• What you have to do:
Restate the records underneath, keeping each one exactly the same.

[Collected data entries]
Segment Open
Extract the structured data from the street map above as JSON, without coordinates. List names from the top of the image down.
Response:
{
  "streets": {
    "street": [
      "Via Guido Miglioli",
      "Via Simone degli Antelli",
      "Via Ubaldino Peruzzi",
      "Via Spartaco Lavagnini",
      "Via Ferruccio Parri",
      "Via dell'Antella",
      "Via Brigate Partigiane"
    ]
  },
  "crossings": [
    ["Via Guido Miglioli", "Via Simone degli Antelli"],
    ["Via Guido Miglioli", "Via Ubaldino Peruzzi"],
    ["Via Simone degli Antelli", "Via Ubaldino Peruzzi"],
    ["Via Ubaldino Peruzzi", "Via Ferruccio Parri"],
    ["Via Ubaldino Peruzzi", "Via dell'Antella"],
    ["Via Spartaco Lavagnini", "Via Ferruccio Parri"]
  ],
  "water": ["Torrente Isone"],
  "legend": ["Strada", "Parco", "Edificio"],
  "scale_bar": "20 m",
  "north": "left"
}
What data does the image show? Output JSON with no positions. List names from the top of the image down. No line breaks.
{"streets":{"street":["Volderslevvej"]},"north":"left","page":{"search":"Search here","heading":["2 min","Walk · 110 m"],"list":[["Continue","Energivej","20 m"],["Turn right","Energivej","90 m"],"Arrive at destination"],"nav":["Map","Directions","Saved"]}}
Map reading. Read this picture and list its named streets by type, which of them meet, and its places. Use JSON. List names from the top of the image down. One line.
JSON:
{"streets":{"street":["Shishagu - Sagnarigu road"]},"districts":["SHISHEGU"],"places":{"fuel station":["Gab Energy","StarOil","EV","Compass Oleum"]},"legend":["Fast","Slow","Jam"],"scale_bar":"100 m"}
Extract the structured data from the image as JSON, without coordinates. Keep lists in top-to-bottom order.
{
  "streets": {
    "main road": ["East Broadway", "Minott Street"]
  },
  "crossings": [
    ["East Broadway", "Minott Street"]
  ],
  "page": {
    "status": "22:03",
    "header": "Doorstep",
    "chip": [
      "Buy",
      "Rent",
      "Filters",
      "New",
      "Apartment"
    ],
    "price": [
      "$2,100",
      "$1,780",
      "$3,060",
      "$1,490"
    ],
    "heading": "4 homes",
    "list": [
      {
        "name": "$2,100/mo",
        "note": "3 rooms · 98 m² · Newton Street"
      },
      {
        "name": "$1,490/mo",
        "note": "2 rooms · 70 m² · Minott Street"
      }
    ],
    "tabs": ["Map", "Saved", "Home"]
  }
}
Segment Closed
• Task result:
Extract the structured data from the street map above as JSON, without coordinates. List names from the top of the image down.
Response:
{
  "streets": {
    "street": [
      "Via Guido Miglioli",
      "Via Simone degli Antelli",
      "Via Ubaldino Peruzzi",
      "Via Spartaco Lavagnini",
      "Via Ferruccio Parri",
      "Via dell'Antella",
      "Via Brigate Partigiane"
    ]
  },
  "crossings": [
    ["Via Guido Miglioli", "Via Simone degli Antelli"],
    ["Via Guido Miglioli", "Via Ubaldino Peruzzi"],
    ["Via Simone degli Antelli", "Via Ubaldino Peruzzi"],
    ["Via Ubaldino Peruzzi", "Via Ferruccio Parri"],
    ["Via Ubaldino Peruzzi", "Via dell'Antella"],
    ["Via Spartaco Lavagnini", "Via Ferruccio Parri"]
  ],
  "water": ["Torrente Isone"],
  "legend": ["Strada", "Parco", "Edificio"],
  "scale_bar": "20 m",
  "north": "left"
}
What data does the image show? Output JSON with no positions. List names from the top of the image down. No line breaks.
{"streets":{"street":["Volderslevvej"]},"north":"left","page":{"search":"Search here","heading":["2 min","Walk · 110 m"],"list":[["Continue","Energivej","20 m"],["Turn right","Energivej","90 m"],"Arrive at destination"],"nav":["Map","Directions","Saved"]}}
Map reading. Read this picture and list its named streets by type, which of them meet, and its places. Use JSON. List names from the top of the image down. One line.
JSON:
{"streets":{"street":["Shishagu - Sagnarigu road"]},"districts":["SHISHEGU"],"places":{"fuel station":["Gab Energy","StarOil","EV","Compass Oleum"]},"legend":["Fast","Slow","Jam"],"scale_bar":"100 m"}
Extract the structured data from the image as JSON, without coordinates. Keep lists in top-to-bottom order.
{
  "streets": {
    "main road": ["East Broadway", "Minott Street"]
  },
  "crossings": [
    ["East Broadway", "Minott Street"]
  ],
  "page": {
    "status": "22:03",
    "header": "Doorstep",
    "chip": [
      "Buy",
      "Rent",
      "Filters",
      "New",
      "Apartment"
    ],
    "price": [
      "$2,100",
      "$1,780",
      "$3,060",
      "$1,490"
    ],
    "heading": "4 homes",
    "list": [
      {
        "name": "$2,100/mo",
        "note": "3 rooms · 98 m² · Newton Street"
      },
      {
        "name": "$1,490/mo",
        "note": "2 rooms · 70 m² · Minott Street"
      }
    ],
    "tabs": ["Map", "Saved", "Home"]
  }
}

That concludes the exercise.